# Prompt
Reproduce the first line of the entries that follow and each later line, word for word, ending with the one containing "Localize all labels, symbols and controls in the map image, one".

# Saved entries
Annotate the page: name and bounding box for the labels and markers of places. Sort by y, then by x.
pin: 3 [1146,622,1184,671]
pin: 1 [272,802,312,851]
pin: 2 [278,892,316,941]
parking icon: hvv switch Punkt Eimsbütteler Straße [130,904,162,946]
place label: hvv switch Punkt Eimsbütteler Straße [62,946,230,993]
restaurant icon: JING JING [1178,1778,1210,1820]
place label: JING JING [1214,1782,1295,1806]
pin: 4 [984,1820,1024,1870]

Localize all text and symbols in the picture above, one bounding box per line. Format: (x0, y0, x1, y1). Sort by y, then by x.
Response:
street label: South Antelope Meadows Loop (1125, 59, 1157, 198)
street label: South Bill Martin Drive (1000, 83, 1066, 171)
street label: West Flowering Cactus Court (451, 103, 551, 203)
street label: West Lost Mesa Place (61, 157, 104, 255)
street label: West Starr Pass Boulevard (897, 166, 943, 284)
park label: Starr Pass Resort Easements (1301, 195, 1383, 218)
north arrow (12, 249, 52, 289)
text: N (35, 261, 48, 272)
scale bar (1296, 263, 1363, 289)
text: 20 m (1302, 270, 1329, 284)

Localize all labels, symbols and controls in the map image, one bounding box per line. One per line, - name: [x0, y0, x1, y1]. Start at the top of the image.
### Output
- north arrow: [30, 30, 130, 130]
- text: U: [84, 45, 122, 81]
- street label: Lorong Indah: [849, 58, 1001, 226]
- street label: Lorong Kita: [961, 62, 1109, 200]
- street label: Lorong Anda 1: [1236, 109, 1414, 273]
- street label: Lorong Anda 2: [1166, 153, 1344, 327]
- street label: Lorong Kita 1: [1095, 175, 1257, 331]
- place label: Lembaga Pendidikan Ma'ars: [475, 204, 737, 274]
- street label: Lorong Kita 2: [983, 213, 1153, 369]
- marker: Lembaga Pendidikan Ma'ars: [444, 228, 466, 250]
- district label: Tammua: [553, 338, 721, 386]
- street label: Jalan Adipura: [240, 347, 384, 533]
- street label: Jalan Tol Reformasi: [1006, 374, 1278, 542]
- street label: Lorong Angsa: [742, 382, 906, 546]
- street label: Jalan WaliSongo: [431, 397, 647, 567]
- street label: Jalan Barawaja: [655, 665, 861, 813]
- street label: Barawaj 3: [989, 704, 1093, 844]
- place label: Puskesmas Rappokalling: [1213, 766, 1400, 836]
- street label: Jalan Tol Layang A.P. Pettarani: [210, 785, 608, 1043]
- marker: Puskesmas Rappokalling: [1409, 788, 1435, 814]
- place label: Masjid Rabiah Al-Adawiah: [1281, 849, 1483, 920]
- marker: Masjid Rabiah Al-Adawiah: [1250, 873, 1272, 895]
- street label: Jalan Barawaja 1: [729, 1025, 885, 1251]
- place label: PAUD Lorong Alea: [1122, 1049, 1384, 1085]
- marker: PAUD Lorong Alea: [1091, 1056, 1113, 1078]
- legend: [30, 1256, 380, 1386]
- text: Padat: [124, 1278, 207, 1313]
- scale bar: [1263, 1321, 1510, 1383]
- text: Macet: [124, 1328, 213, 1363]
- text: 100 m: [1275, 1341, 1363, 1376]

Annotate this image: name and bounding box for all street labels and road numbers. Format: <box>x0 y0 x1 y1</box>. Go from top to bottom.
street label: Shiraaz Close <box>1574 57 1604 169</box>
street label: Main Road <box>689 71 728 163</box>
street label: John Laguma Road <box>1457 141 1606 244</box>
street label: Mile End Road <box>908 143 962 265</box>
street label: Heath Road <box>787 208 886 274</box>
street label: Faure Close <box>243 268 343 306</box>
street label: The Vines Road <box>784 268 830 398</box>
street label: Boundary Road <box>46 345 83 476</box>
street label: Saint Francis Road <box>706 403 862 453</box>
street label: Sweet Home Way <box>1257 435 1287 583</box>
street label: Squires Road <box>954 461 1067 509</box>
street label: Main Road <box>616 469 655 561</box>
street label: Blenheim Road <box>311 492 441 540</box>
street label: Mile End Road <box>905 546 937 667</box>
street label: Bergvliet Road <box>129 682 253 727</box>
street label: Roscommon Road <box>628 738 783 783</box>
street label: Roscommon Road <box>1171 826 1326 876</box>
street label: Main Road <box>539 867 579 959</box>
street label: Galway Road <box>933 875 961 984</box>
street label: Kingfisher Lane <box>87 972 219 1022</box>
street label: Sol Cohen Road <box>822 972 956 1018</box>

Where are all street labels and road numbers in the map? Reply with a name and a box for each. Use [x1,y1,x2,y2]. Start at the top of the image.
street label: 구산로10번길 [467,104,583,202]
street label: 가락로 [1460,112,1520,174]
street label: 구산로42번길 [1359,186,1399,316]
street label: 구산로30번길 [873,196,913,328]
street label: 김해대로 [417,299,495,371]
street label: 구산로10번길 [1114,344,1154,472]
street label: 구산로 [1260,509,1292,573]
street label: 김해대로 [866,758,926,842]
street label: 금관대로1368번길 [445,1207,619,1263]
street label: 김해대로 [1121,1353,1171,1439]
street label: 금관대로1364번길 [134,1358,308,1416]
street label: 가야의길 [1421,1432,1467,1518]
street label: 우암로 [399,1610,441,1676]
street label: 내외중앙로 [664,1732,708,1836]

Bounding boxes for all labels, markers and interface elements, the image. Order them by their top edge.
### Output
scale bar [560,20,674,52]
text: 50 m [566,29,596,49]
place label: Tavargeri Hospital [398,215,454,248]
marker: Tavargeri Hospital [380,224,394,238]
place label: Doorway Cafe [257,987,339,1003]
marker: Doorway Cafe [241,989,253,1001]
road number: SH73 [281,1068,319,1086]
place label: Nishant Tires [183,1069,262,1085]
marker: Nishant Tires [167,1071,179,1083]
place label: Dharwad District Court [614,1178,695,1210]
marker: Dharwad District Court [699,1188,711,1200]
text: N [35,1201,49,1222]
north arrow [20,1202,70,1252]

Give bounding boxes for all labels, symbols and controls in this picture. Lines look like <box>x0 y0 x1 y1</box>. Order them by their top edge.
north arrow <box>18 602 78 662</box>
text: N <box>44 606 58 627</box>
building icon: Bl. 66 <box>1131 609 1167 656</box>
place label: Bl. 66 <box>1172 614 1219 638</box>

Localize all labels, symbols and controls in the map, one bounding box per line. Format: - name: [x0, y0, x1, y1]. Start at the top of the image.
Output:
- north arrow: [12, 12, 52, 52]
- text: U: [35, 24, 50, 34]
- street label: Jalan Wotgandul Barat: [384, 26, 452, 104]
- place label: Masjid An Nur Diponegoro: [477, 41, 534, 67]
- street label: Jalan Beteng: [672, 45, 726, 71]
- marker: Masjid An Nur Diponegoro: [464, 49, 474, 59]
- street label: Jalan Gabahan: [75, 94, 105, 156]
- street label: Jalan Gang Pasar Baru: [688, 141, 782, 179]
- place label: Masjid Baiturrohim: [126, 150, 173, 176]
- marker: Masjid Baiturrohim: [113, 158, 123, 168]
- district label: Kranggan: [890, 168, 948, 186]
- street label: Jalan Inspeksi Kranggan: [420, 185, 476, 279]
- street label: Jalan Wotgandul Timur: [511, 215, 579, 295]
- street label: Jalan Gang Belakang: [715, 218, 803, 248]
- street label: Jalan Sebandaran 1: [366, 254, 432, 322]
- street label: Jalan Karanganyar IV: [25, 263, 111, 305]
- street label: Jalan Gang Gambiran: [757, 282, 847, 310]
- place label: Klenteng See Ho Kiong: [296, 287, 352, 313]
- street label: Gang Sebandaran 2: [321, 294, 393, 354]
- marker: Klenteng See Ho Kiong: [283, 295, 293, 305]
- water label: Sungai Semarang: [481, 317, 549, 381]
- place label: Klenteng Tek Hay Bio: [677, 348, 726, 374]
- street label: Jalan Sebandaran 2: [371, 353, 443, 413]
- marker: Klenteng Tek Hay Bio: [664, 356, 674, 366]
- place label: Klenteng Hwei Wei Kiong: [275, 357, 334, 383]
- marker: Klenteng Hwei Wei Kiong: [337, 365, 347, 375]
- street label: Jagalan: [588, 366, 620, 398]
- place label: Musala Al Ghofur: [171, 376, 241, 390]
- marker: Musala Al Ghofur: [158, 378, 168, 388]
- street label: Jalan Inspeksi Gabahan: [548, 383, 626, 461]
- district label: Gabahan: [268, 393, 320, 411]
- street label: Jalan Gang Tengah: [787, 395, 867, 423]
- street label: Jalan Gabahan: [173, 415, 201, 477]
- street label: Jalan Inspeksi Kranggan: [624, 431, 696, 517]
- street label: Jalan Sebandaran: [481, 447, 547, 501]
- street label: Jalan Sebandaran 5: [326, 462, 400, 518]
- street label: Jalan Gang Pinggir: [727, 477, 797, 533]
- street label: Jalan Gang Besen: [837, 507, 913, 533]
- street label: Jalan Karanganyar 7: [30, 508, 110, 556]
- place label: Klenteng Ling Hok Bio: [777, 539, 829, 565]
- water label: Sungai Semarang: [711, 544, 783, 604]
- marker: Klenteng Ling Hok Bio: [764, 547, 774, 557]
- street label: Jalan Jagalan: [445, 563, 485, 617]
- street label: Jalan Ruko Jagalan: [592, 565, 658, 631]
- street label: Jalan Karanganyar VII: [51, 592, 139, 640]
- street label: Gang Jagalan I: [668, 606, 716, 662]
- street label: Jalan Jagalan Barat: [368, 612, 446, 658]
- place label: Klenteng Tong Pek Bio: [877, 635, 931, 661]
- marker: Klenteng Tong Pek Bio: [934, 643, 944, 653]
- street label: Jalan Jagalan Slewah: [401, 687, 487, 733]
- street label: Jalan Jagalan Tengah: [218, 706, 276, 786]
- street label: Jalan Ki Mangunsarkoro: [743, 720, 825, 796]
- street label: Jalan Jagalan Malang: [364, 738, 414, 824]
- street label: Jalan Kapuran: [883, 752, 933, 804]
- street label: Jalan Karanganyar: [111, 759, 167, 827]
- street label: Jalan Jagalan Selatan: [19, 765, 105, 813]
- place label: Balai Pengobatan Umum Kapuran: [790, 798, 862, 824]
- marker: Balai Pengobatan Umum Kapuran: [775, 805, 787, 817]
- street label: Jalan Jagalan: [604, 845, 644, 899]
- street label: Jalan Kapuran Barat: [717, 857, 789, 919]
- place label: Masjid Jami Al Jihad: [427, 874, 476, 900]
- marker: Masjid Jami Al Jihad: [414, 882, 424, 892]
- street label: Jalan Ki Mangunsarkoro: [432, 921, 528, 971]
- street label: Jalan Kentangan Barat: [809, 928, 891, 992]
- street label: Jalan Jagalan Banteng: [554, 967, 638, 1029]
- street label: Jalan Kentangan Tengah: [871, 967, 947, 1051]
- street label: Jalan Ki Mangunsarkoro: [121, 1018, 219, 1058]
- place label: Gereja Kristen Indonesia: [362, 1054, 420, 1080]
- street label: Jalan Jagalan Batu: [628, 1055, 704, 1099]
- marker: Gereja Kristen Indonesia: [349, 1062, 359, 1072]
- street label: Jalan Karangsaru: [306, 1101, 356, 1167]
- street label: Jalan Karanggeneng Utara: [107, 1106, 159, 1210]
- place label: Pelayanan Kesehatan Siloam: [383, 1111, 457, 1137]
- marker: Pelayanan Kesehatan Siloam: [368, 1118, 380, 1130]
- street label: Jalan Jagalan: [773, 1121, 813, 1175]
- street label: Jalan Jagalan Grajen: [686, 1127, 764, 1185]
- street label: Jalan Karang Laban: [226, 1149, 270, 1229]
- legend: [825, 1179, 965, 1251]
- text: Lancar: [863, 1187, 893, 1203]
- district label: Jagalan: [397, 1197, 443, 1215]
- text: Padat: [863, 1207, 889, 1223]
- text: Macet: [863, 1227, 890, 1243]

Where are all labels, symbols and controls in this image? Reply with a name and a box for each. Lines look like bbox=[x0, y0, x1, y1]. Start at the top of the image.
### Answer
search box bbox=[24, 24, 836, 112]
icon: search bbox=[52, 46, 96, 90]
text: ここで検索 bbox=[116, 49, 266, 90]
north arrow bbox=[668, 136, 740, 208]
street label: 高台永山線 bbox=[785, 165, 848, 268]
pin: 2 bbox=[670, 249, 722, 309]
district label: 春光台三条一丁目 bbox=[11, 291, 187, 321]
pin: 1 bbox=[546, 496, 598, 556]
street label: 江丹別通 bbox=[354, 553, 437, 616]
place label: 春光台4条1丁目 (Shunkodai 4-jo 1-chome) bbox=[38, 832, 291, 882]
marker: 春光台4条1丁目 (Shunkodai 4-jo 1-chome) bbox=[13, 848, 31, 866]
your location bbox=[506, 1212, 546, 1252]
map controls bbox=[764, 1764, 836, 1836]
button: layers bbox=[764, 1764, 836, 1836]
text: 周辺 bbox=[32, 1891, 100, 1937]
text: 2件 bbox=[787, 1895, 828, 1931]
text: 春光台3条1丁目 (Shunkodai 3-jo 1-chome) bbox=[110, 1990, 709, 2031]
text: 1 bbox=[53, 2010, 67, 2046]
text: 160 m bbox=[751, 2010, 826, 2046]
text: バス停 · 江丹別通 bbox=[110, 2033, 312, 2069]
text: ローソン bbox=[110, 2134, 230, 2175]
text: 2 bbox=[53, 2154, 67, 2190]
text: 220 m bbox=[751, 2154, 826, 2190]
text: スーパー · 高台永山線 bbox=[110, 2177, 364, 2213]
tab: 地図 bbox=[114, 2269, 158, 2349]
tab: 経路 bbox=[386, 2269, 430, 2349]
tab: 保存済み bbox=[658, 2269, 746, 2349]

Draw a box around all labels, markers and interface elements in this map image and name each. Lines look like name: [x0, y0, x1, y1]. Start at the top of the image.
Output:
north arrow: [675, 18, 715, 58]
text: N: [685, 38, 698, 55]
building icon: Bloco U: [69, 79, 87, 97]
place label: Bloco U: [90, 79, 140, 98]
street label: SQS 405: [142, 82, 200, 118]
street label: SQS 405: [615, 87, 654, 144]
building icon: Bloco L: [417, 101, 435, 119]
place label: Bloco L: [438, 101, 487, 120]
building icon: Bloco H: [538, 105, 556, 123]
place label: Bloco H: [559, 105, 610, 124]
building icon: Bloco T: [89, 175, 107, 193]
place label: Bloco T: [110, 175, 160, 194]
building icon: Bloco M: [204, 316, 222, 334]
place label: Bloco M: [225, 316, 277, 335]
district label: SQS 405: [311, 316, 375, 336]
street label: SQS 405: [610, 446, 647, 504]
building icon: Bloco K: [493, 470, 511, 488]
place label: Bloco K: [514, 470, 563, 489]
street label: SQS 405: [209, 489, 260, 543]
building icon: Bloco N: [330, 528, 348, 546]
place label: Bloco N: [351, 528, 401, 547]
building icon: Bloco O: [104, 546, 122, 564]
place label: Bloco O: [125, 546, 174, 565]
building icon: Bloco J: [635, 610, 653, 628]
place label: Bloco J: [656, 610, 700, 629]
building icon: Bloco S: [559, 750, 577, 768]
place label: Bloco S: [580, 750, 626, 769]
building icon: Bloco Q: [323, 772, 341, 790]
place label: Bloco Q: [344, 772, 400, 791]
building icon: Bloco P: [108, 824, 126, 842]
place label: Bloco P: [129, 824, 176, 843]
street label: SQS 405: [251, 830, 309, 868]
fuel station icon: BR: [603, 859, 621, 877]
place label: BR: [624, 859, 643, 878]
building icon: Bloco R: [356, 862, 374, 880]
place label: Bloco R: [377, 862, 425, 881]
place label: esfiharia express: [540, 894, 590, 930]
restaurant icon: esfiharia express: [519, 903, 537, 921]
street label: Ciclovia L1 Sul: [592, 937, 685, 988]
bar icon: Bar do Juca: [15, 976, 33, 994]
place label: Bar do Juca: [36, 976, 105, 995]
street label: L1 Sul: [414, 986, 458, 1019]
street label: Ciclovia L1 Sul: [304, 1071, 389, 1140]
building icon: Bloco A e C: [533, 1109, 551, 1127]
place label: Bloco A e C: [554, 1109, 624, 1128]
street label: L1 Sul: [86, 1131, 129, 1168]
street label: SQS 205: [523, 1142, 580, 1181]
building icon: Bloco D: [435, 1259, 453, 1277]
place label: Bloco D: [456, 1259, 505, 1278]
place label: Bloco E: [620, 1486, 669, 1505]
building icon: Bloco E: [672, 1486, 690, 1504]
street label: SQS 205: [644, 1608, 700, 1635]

# Your solution
Annotate the page: name and bounding box for the labels and markers of places. Sort by y, then by x.
pin: 3 [1146,622,1184,671]
pin: 1 [272,802,312,851]
pin: 2 [278,892,316,941]
parking icon: hvv switch Punkt Eimsbütteler Straße [130,904,162,946]
place label: hvv switch Punkt Eimsbütteler Straße [62,946,230,993]
restaurant icon: JING JING [1178,1778,1210,1820]
place label: JING JING [1214,1782,1295,1806]
pin: 4 [984,1820,1024,1870]

Localize all text and symbols in the picture above, one bounding box per line. Format: (x0, y0, x1, y1). Sort by y, then by x.
Response:
street label: South Antelope Meadows Loop (1125, 59, 1157, 198)
street label: South Bill Martin Drive (1000, 83, 1066, 171)
street label: West Flowering Cactus Court (451, 103, 551, 203)
street label: West Lost Mesa Place (61, 157, 104, 255)
street label: West Starr Pass Boulevard (897, 166, 943, 284)
park label: Starr Pass Resort Easements (1301, 195, 1383, 218)
north arrow (12, 249, 52, 289)
text: N (35, 261, 48, 272)
scale bar (1296, 263, 1363, 289)
text: 20 m (1302, 270, 1329, 284)

Localize all labels, symbols and controls in the map image, one bounding box per line. One per line, - name: [x0, y0, x1, y1]. Start at the top of the image.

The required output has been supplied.